Hi guys. I'm trying to rearrage an equation using the natural log and I thought I had it correct but am now struggling. I need to rearange it into the form: y=a0 + a1*C. Where a0 and a1 are some combination of the other variables and numbers below

Homework Equations



H = ((2^(X-1))-1)/(K*(X-1)*C^(X-1))

H,X,K and C are all variables

The Attempt at a Solution



I've tried rearanging using log laws but I now think it might be wrong.


ln(H) = ln(2^(X-1)-1) - ln(K*(X-1)) - (X-1)*ln(C)

But I'm not sure if this is legal considering the equation could be rearranged to:

H = (2^(X-1))/(K*(X-1)*C^(X-1)) - 1/(K*(X-1)*C^(X-1))

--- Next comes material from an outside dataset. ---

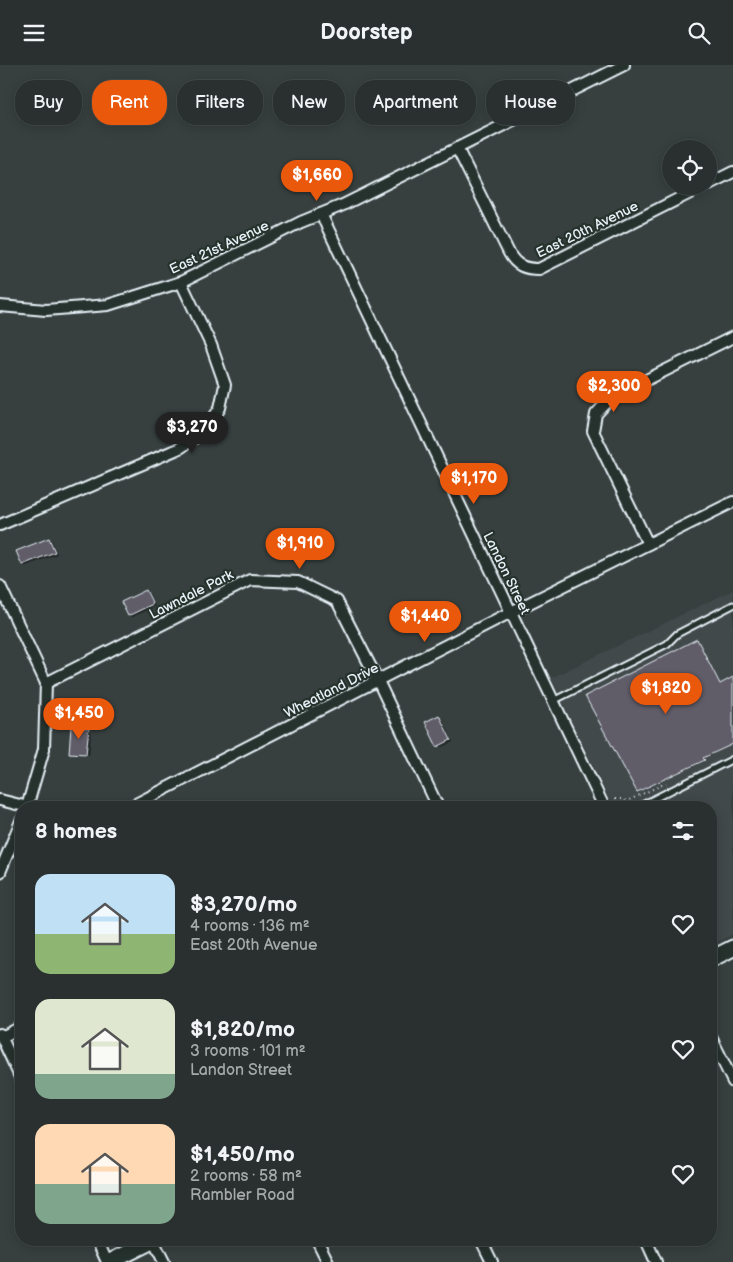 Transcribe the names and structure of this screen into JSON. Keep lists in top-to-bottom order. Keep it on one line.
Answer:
{"streets":{"street":["East 20th Avenue","East 21st Avenue","Landon Street","Lawndale Park","Wheatland Drive"]},"crossings":[["East 20th Avenue","East 21st Avenue"],["East 21st Avenue","Landon Street"],["Landon Street","Wheatland Drive"],["Lawndale Park","Wheatland Drive"]],"page":{"header":"Doorstep","chip":["Buy","Rent","Filters","New","Apartment","House"],"price":["$1,660","$2,300","$3,270","$1,170","$1,910","$1,440","$1,820","$1,450"],"heading":"8 homes","list":[{"name":"$3,270/mo","note":"4 rooms · 136 m² · East 20th Avenue"},{"name":"$1,820/mo","note":"3 rooms · 101 m² · Landon Street"},{"name":"$1,450/mo","note":"2 rooms · 58 m² · Rambler Road"}]}}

Can I then apply log as follows:

ln(H) = ln(2^(X-1))/(K*(X-1)*C^(X-1)) - ln(1/(K*(X-1)*C^(X-1)))

or can I only apply log once to each side, eg:

ln(H) = ln((2^(X-1))/(K*(X-1)*C^(X-1))- 1/(K*(X-1)*C^(X-1)))
 

Answers and Replies

  • #2
BruceW
Homework Helper
3,611
119
ln(H) = ln(2^(X-1)-1) - ln(K*(X-1)) - (X-1)*ln(C)
H = (2^(X-1))/(K*(X-1)*C^(X-1)) - 1/(K*(X-1)*C^(X-1))
These two are fine. But
ln(H) = ln(2^(X-1))/(K*(X-1)*C^(X-1)) - ln(1/(K*(X-1)*C^(X-1)))
Is not right. You can only apply log once to each side (as you said), it would be:
ln(H) = ln((2^(X-1))/(K*(X-1)*C^(X-1))- 1/(K*(X-1)*C^(X-1)))

But What is it you are trying to do? Get C to be the subject of the equation?
 
  • #3
I was trying to rearrange it to the form:

y= a0 +a1*C

or

ln(y) = a0 + a1*ln(C)

I was trying to do this so a program called polymath could determine the a0 and a1 (using experimental date), so that I could find the parameters X and K for the given set of data.

I have since worked it out though. Thank you for your help anyway though.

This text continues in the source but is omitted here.